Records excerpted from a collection
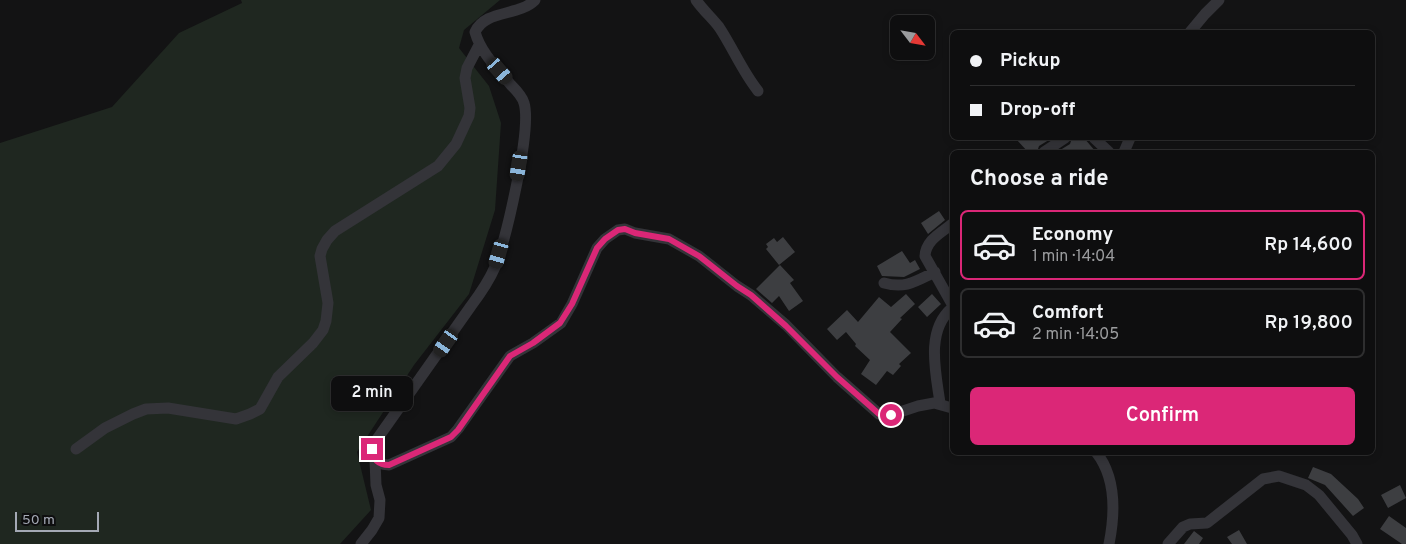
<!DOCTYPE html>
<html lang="en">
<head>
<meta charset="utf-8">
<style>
	:root { --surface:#0e0e0f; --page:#171718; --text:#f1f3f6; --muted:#9b9c9e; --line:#2e2e2f; --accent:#db2777 }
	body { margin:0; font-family:Overpass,sans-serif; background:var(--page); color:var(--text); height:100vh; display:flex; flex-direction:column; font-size:19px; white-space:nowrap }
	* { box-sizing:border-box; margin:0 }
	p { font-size:16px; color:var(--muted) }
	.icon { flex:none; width:28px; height:28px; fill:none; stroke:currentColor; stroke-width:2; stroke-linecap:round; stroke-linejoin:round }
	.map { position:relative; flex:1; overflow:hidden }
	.drawer { position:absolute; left:950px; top:150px; width:425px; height:305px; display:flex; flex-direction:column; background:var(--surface); border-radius:8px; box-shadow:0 2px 8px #0003,0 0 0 1px var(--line) }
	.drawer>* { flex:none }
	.banner { position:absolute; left:950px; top:30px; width:425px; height:110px; border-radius:8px; box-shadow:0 2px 8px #0003,0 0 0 1px var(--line); display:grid; align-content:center; height:110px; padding:0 20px; background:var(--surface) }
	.needle { width:32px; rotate:121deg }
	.fabs { position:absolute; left:890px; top:15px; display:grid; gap:10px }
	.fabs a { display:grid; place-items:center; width:45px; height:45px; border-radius:8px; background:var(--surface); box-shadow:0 2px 8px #0003,0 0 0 1px var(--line); font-size:25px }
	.scale { position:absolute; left:15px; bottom:12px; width:84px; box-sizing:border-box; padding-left:5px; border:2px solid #a4a9b5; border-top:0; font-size:14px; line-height:18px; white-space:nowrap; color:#a4a9b5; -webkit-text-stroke:4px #0e0e0f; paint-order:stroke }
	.end { position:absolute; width:22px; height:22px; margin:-11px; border:6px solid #db2777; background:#fff; box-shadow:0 0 0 2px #fff }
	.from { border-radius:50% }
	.bubble { position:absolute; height:35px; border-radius:8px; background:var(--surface); box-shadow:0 2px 8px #0003,0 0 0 1px var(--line); font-size:16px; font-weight:600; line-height:35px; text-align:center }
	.car { position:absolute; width:15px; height:30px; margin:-15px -8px; border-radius:6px; box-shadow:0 0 4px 1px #0007; background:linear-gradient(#222 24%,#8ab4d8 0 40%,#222 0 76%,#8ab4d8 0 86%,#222 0) }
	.banner b { display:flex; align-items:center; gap:18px; height:48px; font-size:19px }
	.banner b+b { border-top:1px solid var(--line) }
	.banner i { width:12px; height:12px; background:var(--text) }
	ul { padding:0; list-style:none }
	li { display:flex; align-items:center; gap:15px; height:70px; margin:0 10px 8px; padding:0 10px; border:2px solid var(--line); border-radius:8px }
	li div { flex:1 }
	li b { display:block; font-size:19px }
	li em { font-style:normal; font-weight:600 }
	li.on { border-color:var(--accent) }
	li>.icon { width:45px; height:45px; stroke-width:1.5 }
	h2 { padding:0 20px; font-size:22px; line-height:60px }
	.action { display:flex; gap:10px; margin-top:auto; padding:10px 20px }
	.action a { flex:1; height:58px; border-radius:8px; background:var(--accent); color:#fff; font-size:20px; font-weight:600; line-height:58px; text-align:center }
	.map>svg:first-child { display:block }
	.green { fill:#1f2720 }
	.building { fill:#3d3e41 }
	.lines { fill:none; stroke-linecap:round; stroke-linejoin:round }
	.minor { stroke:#343439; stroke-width:11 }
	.route { stroke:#db2777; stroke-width:6 }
</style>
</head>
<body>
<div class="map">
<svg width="1406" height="544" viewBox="0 0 1406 544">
	<rect width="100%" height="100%" fill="#131314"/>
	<path class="green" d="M241 0H500L464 30 459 48 489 86 501 123 495 210 469 294 414 365 357 452 371 510 340 544H0V143L112 107 179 33 242 3Z"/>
	<path class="building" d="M1015 138H1052L1039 146 1037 152H1028Z
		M1072 138H1084L1096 152H1057L1070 144Z
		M939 211 945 220 928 234 921 223Z
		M783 237 795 252 779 265 766 249 768 247 766 244 774 238 777 242Z
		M902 251 910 263 915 260 920 269 904 277 882 276 877 266Z
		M780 265 794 280 790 283 803 301 789 311 779 296 772 303 756 289Z
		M906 294 915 304 900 318 902 319 890 332 911 353 899 364 901 366 893 375 887 371 876 385 861 374 870 360 855 346 856 344 846 332 837 340 827 329 847 310 858 322 879 297 891 307Z
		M932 294 941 304 927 317 918 307Z
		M1313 467 1331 474 1358 499 1364 508 1353 516 1325 485 1308 478Z
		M1400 485 1406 498 1388 508 1381 495Z
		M1389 516 1406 528V544H1402L1380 529Z
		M1239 530 1247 544H1232L1227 537Z
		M1194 531 1203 538 1199 544H1184Z"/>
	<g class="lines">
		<path class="minor" d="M535 0C518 17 486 9 475 32 481 53 497 68 511 85 516 90 522 96 524 103 532 129 506 239 495 267 489 281 480 294 471 306L375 442C370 454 374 465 389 465L451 437 458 429 510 356 533 343 561 323 572 304 597 248 605 239 618 230 625 229 635 233 669 239 699 256 737 286 751 295 786 325 837 377 879 414 891 415 918 406 934 403 952 408
			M696 0C703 10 712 18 719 27 733 48 742 71 758 91
			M1190 32 1205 14 1219 0
			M1094 138 1109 152
			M1044 152 1065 138
			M1124 152 1130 138
			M952 224C941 233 926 240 925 256L952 304
			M884 283C906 289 916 281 935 272
			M940 403C936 373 925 331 952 308
			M76 449 105 428 133 414 146 409 168 408 236 419 250 414 260 409 278 377 313 343 323 330 326 321 328 303 320 256 322 249 327 240 335 231 438 166 456 144 469 116 470 108 465 78 467 68 479 45
			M1096 452C1116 477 1115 514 1109 544
			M361 544 372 530 379 518 380 500 376 485 375 460
			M1168 544 1183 527 1190 524 1207 523 1263 479 1279 476 1306 485 1319 495 1352 535 1357 544"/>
	</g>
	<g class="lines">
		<path class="route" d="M372 449C373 460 378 465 389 465L451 437 458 430 510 356 533 343 560 323 572 304 597 248 605 239 618 230 625 229 635 233 669 239 699 256 737 286 751 295 786 326 837 377 870 406 879 414 891 415"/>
	</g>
</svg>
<div class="fabs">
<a><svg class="needle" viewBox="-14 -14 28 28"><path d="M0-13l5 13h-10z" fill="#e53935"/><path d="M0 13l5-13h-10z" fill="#9b9c9e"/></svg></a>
</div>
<div class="scale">50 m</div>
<i class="end from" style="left:891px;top:415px"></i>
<i class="end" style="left:372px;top:449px"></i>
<div class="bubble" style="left:331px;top:376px;width:82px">2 min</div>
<i class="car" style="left:500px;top:71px;rotate:139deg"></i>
<i class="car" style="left:519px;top:166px;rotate:189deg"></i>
<i class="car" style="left:499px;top:254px;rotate:196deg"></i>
<i class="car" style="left:446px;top:343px;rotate:215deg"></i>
<div class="banner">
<b><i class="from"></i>Pickup</b>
<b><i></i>Drop-off</b>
</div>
<section class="drawer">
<h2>Choose a ride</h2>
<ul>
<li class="on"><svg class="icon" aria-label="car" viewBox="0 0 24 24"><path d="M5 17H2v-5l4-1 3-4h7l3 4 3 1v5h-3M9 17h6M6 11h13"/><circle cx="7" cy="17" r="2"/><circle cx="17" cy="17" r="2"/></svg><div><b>Economy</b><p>1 min · 14:04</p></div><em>Rp 14,600</em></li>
<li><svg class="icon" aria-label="car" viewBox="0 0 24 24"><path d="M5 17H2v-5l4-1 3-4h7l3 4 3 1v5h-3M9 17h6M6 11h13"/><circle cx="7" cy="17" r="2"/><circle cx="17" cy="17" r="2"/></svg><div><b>Comfort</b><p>2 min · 14:05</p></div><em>Rp 19,800</em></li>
</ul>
<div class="action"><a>Confirm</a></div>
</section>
</div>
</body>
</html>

WORK REQUEST: The word "bubble" appears on some lines of the data above; count those lines and give only the total.

SOLUTION: 2